#### EXERCISE:
Your answer should be every line of the records that contains the word "Twin", copied as it stands.

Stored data
◆ ◆ ◆ ◆

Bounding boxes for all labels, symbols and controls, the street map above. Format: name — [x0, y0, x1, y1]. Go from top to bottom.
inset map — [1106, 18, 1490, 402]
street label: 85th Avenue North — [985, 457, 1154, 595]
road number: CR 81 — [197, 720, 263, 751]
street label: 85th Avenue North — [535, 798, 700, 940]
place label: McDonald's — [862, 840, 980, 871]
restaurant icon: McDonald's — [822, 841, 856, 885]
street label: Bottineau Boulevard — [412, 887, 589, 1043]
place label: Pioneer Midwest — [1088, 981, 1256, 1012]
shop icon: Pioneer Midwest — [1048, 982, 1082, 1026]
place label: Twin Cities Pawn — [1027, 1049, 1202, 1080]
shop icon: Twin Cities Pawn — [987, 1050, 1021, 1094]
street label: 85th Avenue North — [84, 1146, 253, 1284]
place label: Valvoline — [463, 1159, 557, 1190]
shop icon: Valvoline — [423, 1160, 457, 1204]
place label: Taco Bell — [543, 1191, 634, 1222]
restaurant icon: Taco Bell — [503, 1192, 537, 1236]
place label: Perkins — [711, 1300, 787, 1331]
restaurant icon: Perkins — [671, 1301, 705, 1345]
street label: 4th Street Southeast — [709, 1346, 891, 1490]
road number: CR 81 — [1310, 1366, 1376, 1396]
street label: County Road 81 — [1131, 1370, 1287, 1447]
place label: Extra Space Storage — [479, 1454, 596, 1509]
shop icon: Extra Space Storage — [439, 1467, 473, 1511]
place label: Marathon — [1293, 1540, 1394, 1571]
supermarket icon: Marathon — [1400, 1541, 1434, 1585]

◆ ◆ ◆ ◆

#### TASK OUTPUT:
place label: Twin Cities Pawn — [1027, 1049, 1202, 1080]
shop icon: Twin Cities Pawn — [987, 1050, 1021, 1094]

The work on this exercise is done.